Dataset entries:
....................

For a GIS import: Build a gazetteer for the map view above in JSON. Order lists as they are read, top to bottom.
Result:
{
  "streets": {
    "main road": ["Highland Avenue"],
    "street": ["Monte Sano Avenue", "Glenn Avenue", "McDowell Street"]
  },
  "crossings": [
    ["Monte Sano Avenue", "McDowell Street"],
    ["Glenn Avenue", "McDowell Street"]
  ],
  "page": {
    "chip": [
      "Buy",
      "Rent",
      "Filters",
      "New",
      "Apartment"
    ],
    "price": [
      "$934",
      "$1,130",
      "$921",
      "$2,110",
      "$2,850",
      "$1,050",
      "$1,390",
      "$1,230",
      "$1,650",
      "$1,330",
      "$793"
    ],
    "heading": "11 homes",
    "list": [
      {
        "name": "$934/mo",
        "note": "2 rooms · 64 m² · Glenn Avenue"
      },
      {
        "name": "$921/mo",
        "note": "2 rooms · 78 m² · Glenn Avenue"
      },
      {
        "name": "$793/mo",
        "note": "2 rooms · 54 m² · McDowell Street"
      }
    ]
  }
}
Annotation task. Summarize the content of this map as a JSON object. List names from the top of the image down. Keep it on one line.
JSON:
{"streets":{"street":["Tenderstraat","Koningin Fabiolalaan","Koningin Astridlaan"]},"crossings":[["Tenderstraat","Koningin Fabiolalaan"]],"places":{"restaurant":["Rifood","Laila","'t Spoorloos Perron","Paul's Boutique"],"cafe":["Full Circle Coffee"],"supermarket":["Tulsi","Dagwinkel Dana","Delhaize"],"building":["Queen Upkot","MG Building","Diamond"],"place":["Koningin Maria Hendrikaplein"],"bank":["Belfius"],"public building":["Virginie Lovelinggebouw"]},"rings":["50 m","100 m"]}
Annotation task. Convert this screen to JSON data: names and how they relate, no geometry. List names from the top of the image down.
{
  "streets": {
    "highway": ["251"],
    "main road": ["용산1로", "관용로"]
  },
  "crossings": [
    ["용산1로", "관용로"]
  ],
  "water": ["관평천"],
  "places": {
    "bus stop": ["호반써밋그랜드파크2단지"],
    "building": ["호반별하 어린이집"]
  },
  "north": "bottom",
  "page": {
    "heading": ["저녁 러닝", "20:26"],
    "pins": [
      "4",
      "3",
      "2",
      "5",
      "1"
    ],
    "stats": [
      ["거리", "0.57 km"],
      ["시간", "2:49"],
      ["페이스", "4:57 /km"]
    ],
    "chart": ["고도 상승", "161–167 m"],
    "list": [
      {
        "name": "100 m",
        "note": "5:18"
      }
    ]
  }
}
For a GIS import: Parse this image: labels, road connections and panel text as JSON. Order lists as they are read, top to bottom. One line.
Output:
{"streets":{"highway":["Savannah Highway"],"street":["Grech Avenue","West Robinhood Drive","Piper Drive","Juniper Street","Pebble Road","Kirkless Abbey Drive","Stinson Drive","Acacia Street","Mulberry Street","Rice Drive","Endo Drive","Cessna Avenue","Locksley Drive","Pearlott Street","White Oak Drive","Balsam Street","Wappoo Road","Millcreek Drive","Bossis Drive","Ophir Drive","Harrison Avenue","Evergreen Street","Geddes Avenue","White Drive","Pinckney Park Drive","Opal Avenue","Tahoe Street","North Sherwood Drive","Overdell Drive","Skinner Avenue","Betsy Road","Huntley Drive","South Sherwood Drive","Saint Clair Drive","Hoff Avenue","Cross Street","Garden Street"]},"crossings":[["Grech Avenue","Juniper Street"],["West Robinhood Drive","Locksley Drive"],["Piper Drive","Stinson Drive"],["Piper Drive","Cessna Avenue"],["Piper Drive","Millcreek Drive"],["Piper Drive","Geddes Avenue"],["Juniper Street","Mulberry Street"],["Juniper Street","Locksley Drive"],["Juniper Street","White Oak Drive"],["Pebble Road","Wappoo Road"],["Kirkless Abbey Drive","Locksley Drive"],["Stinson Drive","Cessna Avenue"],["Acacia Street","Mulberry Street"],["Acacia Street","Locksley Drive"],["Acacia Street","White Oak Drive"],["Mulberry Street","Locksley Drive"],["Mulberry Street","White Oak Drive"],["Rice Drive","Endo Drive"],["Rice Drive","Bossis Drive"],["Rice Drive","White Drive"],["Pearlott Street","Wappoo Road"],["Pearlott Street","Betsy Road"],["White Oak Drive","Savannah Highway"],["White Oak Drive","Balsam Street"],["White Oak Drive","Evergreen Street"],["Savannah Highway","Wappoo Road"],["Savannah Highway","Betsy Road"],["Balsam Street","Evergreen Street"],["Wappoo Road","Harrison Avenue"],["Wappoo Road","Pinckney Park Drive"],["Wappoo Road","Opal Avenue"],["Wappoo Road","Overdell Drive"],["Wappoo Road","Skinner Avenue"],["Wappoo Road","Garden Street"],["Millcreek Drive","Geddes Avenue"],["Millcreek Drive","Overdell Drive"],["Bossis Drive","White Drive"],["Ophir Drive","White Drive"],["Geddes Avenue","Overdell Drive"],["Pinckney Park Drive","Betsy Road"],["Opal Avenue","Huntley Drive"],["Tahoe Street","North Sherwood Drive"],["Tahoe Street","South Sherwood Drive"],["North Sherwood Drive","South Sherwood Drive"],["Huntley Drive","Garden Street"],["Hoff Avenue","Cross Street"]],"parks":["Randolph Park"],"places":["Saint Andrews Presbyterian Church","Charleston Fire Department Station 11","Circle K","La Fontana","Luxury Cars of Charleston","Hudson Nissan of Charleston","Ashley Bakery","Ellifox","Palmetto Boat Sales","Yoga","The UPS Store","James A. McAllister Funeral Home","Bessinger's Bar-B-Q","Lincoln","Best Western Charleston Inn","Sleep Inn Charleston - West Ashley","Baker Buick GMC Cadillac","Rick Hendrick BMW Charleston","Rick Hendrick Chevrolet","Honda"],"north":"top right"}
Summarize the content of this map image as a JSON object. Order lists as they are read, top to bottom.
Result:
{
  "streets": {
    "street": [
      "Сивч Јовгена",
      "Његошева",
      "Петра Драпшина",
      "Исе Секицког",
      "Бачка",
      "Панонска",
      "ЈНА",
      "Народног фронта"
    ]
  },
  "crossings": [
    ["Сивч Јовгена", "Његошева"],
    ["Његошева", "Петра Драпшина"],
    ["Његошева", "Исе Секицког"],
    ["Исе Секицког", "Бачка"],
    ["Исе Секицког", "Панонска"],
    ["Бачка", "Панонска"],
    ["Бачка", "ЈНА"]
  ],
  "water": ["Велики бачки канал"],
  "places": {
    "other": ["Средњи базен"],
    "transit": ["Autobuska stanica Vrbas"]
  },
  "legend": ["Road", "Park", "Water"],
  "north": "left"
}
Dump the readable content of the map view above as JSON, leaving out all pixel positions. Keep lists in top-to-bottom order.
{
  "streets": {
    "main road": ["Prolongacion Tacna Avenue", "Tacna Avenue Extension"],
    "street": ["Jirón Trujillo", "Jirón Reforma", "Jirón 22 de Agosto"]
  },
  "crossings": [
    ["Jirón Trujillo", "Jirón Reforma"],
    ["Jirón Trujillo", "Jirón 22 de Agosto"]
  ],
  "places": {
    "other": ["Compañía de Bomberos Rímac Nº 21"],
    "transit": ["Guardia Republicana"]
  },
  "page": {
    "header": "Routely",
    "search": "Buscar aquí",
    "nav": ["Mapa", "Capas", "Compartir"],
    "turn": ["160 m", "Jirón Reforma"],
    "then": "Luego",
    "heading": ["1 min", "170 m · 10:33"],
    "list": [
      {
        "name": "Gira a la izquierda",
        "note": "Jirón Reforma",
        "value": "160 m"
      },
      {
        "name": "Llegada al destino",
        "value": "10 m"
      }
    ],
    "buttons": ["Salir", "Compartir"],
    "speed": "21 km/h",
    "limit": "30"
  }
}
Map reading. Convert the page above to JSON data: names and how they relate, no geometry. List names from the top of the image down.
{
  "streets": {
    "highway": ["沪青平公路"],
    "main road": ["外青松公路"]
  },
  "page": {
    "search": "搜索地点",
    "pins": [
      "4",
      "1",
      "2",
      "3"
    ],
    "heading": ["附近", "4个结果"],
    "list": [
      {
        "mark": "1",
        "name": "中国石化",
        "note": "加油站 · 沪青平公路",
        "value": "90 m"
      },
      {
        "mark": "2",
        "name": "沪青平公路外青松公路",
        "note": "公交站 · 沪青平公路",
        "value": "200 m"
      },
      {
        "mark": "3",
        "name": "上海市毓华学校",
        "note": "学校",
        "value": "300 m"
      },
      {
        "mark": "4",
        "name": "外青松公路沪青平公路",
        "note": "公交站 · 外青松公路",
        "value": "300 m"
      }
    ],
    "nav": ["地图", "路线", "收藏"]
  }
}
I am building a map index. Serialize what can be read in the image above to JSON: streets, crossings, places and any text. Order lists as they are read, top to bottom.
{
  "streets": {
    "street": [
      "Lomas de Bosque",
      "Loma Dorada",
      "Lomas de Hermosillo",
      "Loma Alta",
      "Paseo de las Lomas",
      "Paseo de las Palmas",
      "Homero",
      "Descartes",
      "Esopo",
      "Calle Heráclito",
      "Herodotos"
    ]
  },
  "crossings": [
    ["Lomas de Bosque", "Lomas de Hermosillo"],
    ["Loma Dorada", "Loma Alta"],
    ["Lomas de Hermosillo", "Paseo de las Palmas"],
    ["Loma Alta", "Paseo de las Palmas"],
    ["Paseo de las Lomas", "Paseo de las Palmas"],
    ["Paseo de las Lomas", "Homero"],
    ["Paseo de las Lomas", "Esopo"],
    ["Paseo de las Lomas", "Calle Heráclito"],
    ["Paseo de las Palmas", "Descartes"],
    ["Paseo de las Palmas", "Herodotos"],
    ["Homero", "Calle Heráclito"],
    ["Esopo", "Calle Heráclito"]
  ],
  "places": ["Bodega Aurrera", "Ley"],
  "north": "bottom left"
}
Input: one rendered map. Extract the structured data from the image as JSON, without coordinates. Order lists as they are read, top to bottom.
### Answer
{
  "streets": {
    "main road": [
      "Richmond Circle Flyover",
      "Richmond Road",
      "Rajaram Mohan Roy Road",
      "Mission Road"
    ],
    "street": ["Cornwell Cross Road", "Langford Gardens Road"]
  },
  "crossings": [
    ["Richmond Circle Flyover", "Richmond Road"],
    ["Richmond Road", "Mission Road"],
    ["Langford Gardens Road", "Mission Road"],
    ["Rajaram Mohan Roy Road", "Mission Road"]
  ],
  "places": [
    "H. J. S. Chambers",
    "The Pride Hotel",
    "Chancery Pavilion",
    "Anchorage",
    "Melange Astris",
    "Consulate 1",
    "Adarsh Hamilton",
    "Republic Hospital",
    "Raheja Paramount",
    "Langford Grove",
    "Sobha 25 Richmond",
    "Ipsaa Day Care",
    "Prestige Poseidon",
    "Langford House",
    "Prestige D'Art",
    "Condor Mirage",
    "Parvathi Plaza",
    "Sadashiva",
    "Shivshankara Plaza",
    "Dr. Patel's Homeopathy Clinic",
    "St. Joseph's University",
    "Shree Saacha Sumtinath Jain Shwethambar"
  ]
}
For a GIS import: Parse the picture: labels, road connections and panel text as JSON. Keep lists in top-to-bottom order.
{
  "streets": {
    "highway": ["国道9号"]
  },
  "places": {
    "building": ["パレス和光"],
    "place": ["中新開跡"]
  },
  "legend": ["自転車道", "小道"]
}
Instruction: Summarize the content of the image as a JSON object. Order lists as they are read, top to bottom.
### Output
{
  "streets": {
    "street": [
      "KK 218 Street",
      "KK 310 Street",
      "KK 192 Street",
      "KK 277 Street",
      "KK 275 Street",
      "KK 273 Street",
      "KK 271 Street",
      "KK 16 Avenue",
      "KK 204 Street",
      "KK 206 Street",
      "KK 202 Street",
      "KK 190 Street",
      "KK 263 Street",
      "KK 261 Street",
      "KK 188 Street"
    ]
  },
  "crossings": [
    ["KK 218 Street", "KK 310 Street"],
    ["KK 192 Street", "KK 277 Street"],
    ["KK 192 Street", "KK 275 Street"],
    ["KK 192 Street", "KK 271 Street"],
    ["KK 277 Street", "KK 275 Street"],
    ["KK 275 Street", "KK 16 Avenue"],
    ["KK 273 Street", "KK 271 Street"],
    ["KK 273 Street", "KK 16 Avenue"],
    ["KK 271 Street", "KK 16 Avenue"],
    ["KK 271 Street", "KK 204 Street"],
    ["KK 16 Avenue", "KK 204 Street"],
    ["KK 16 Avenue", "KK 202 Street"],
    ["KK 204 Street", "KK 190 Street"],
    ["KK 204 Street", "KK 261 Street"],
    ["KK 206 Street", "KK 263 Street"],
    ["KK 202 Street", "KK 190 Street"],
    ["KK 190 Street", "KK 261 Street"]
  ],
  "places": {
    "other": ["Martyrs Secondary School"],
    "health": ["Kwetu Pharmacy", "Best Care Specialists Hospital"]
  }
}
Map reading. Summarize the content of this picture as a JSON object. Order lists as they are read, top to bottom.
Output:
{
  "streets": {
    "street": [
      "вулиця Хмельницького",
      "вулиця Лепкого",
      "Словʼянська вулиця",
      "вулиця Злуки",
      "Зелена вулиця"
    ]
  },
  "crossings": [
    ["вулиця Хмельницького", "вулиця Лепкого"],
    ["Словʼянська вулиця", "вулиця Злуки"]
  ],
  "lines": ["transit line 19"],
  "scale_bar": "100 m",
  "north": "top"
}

....................

» Aim of the exercise
Work out how many lines in the data hold the word "Annotation"; reply with the number alone.

» Answer to this task
2